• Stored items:

------------------------

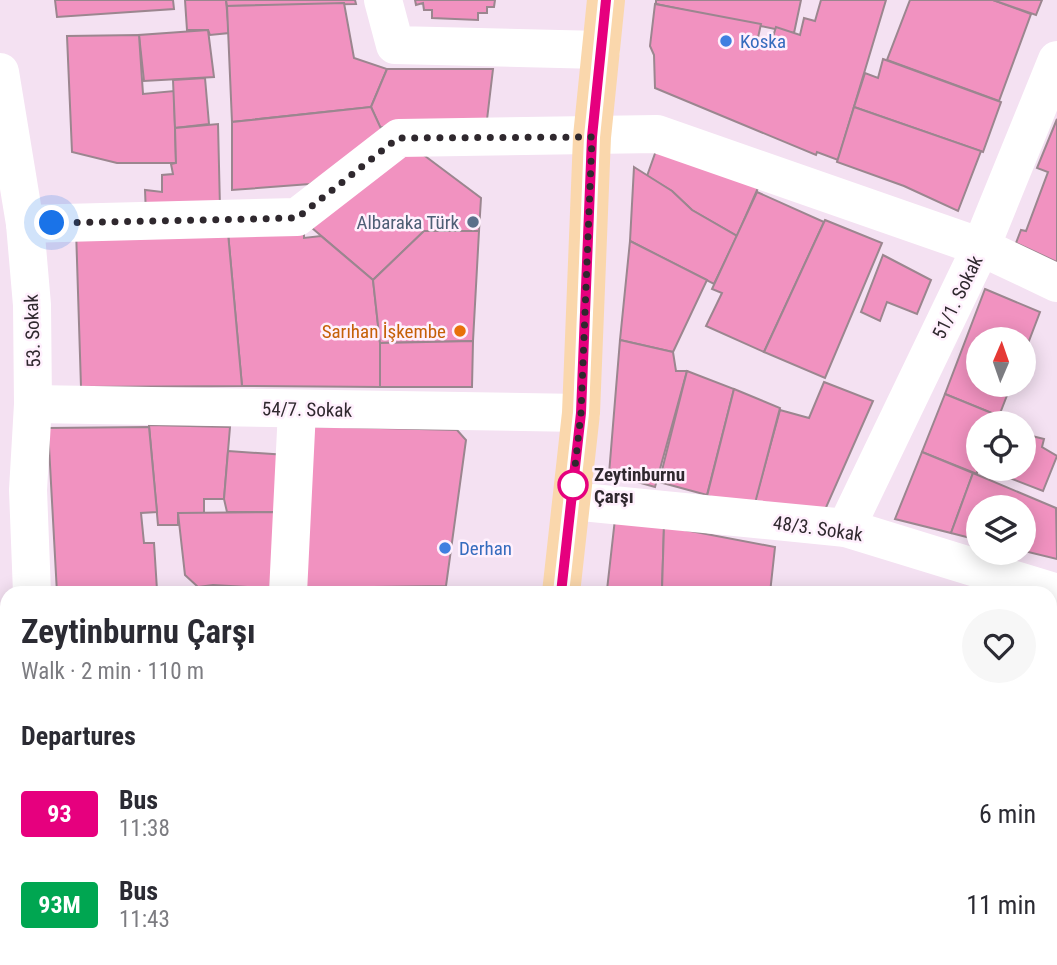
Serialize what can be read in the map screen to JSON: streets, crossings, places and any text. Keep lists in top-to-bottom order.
{
  "streets": {
    "street": [
      "51/1. Sokak",
      "53. Sokak",
      "54/7. Sokak",
      "48/3. Sokak"
    ]
  },
  "crossings": [
    ["51/1. Sokak", "48/3. Sokak"],
    ["53. Sokak", "54/7. Sokak"]
  ],
  "places": [
    "Koska",
    "Albaraka Türk",
    "Sarıhan İşkembe",
    "Zeytinburnu Çarşı",
    "Derhan"
  ],
  "lines": ["bus line 93"],
  "north": "top",
  "page": {
    "heading": [
      ["Zeytinburnu Çarşı", "Walk · 2 min · 110 m"],
      "Departures"
    ],
    "list": [
      {
        "mark": "93",
        "name": "Bus",
        "note": "11:38",
        "value": "6 min"
      },
      {
        "mark": "93M",
        "name": "Bus",
        "note": "11:43",
        "value": "11 min"
      }
    ]
  }
}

------------------------

• WHAT YOU WILL DO:
From the first line to the last, set down the data exactly, without the pictures.

• WRITTEN SOLUTION:
Serialize what can be read in the map screen to JSON: streets, crossings, places and any text. Keep lists in top-to-bottom order.
{
  "streets": {
    "street": [
      "51/1. Sokak",
      "53. Sokak",
      "54/7. Sokak",
      "48/3. Sokak"
    ]
  },
  "crossings": [
    ["51/1. Sokak", "48/3. Sokak"],
    ["53. Sokak", "54/7. Sokak"]
  ],
  "places": [
    "Koska",
    "Albaraka Türk",
    "Sarıhan İşkembe",
    "Zeytinburnu Çarşı",
    "Derhan"
  ],
  "lines": ["bus line 93"],
  "north": "top",
  "page": {
    "heading": [
      ["Zeytinburnu Çarşı", "Walk · 2 min · 110 m"],
      "Departures"
    ],
    "list": [
      {
        "mark": "93",
        "name": "Bus",
        "note": "11:38",
        "value": "6 min"
      },
      {
        "mark": "93M",
        "name": "Bus",
        "note": "11:43",
        "value": "11 min"
      }
    ]
  }
}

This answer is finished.